*Task requirements:* Every line in the entries that holds "Alvear" should be identified and copied.

*Recorded data:*

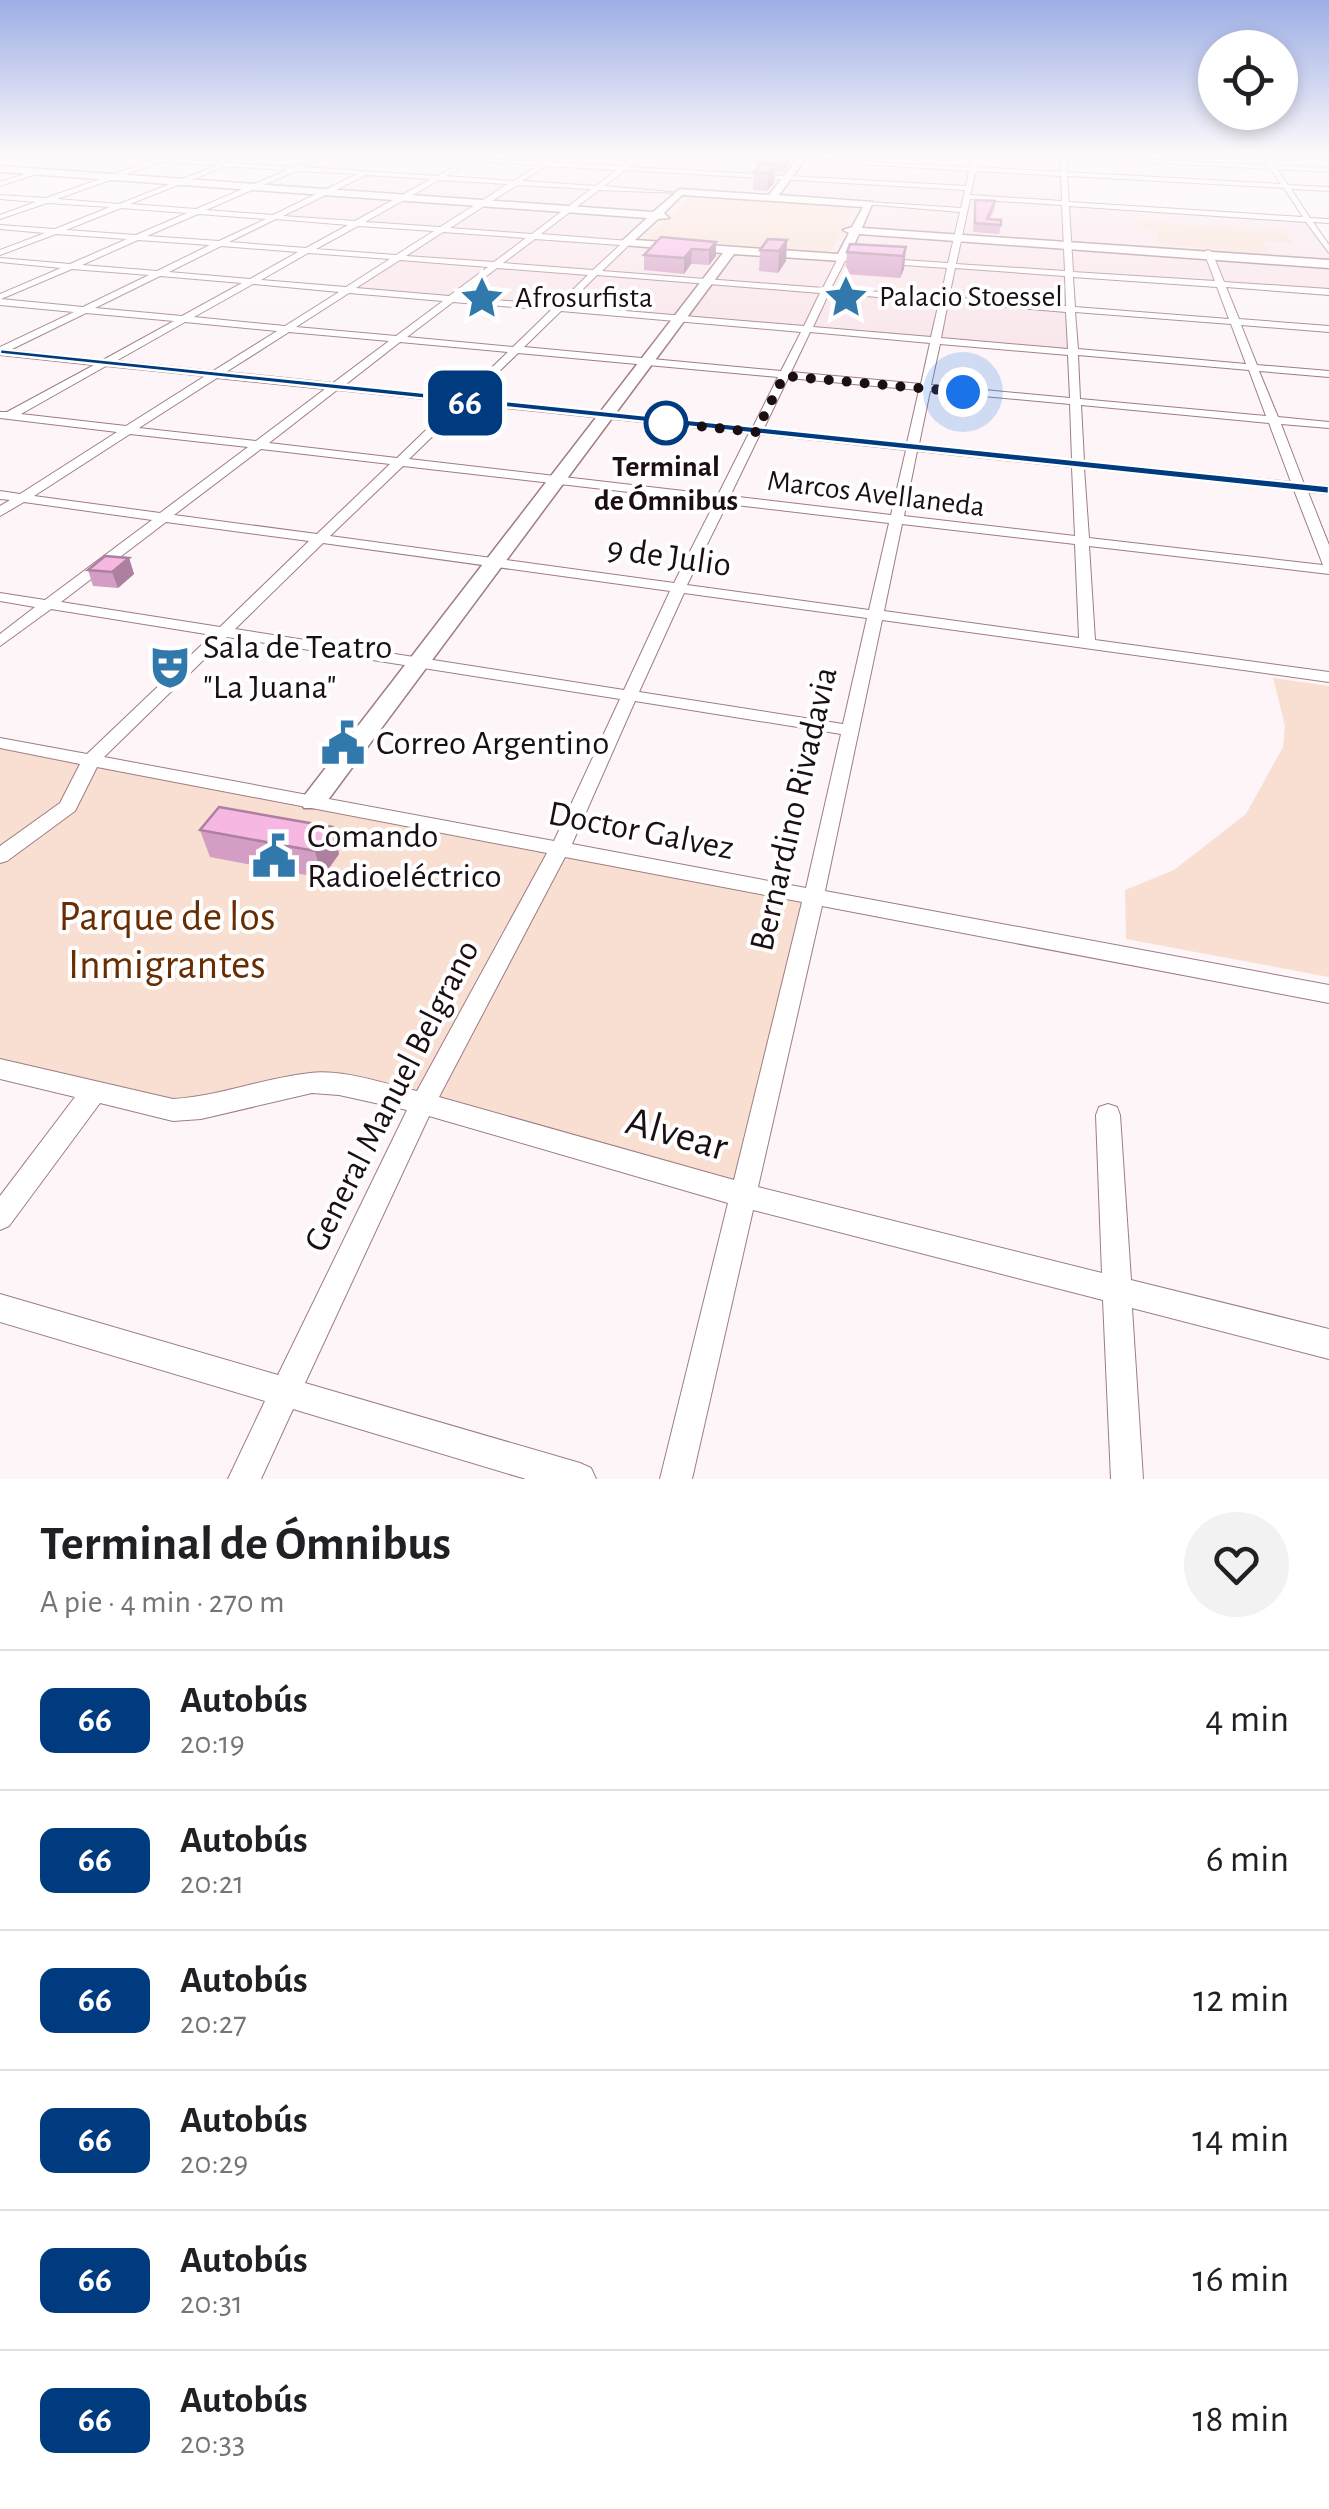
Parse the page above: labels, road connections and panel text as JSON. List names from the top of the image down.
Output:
{
  "streets": {
    "main road": ["General Manuel Belgrano"],
    "street": [
      "Marcos Avellaneda",
      "9 de Julio",
      "Bernardino Rivadavia",
      "Doctor Galvez",
      "Alvear"
    ]
  },
  "crossings": [
    ["Marcos Avellaneda", "Bernardino Rivadavia"],
    ["Marcos Avellaneda", "General Manuel Belgrano"],
    ["9 de Julio", "Bernardino Rivadavia"],
    ["9 de Julio", "General Manuel Belgrano"],
    ["Bernardino Rivadavia", "Doctor Galvez"],
    ["Bernardino Rivadavia", "Alvear"],
    ["Doctor Galvez", "General Manuel Belgrano"],
    ["General Manuel Belgrano", "Alvear"]
  ],
  "parks": ["Parque de los Inmigrantes"],
  "places": {
    "place": ["Palacio Stoessel", "Afrosurfista"],
    "other": ["Terminal de Ómnibus"],
    "theatre": ["Sala de Teatro \"La Juana\""],
    "public building": ["Correo Argentino", "Comando Radioeléctrico"]
  },
  "lines": ["bus line 66"],
  "page": {
    "on_map": "66",
    "heading": ["Terminal de Ómnibus", "A pie · 4 min · 270 m"],
    "list": [
      {
        "mark": "66",
        "name": "Autobús",
        "note": "20:19",
        "value": "4 min"
      },
      {
        "mark": "66",
        "name": "Autobús",
        "note": "20:21",
        "value": "6 min"
      },
      {
        "mark": "66",
        "name": "Autobús",
        "note": "20:27",
        "value": "12 min"
      },
      {
        "mark": "66",
        "name": "Autobús",
        "note": "20:29",
        "value": "14 min"
      },
      {
        "mark": "66",
        "name": "Autobús",
        "note": "20:31",
        "value": "16 min"
      },
      {
        "mark": "66",
        "name": "Autobús",
        "note": "20:33",
        "value": "18 min"
      }
    ]
  }
}
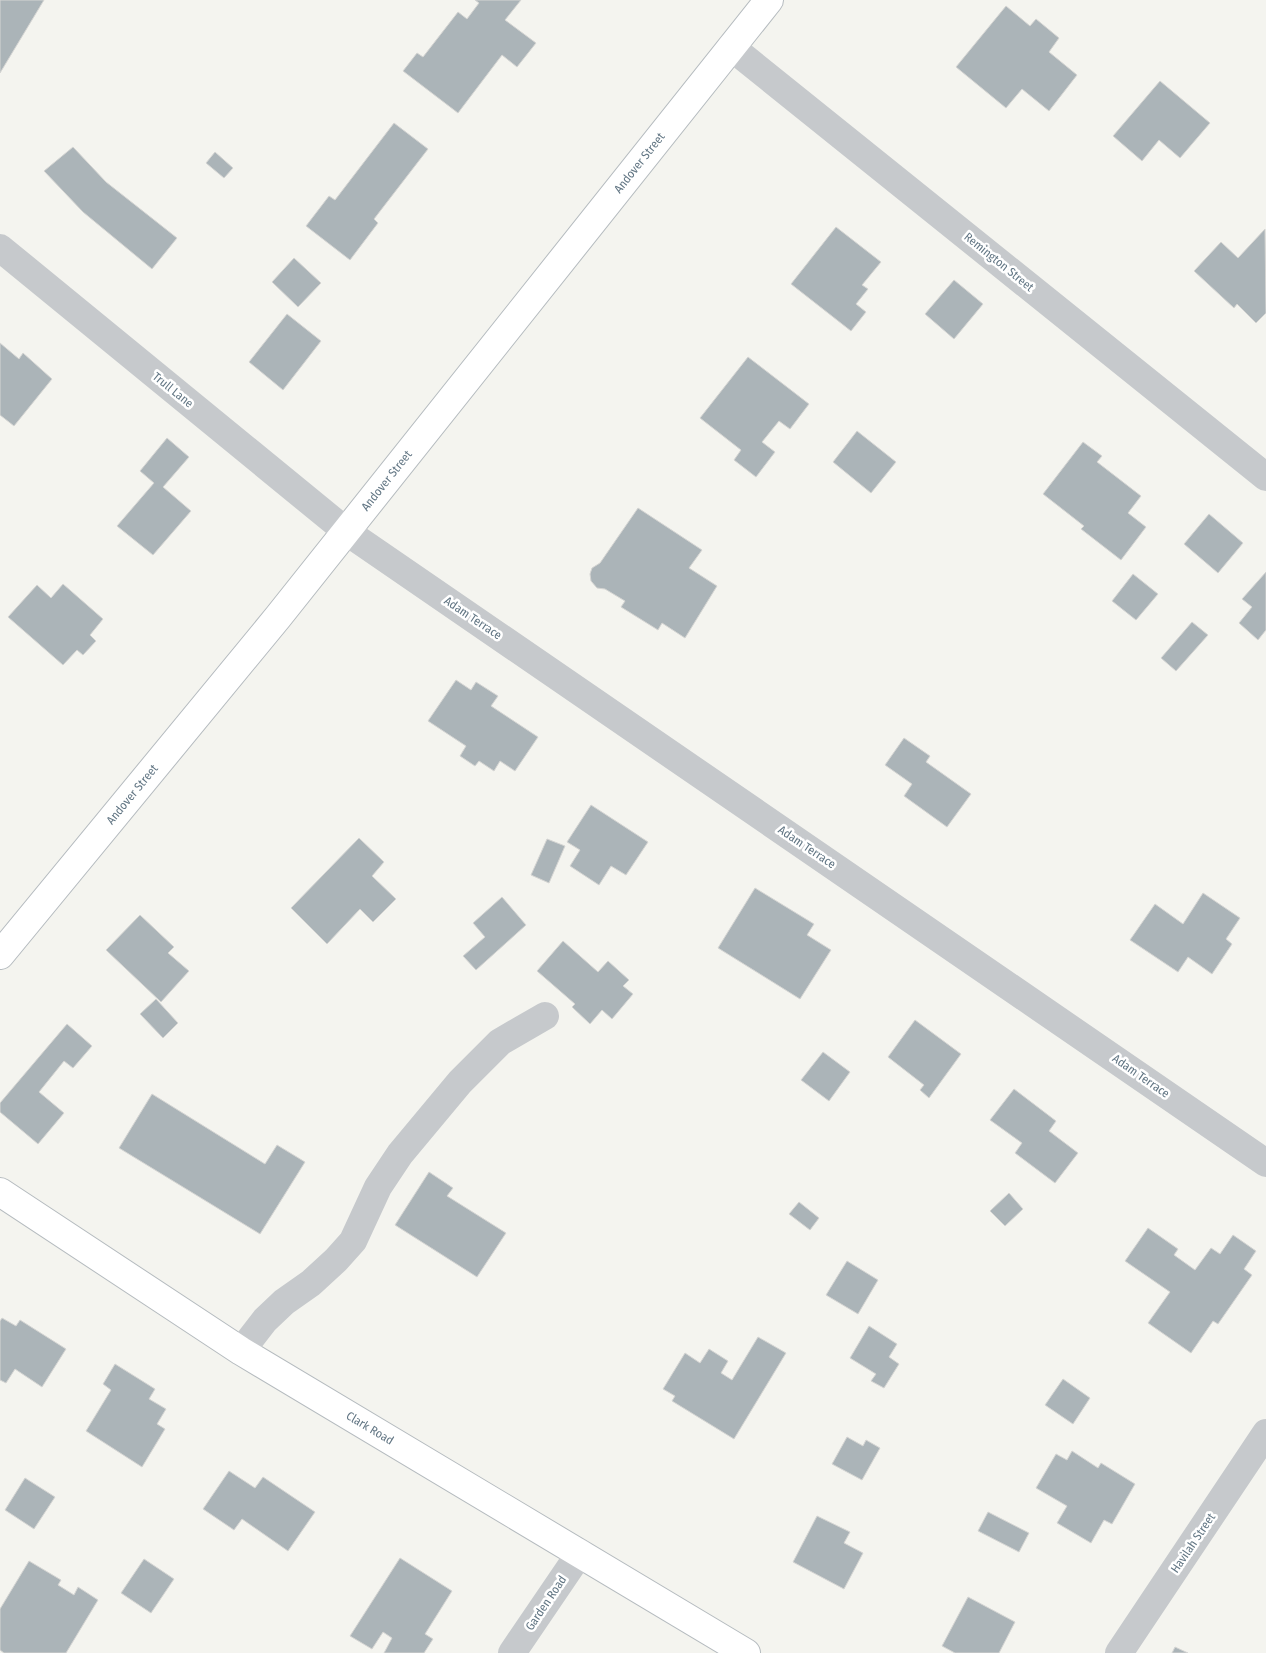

*Answer section:*
      "Alvear"
    ["Bernardino Rivadavia", "Alvear"],
    ["General Manuel Belgrano", "Alvear"]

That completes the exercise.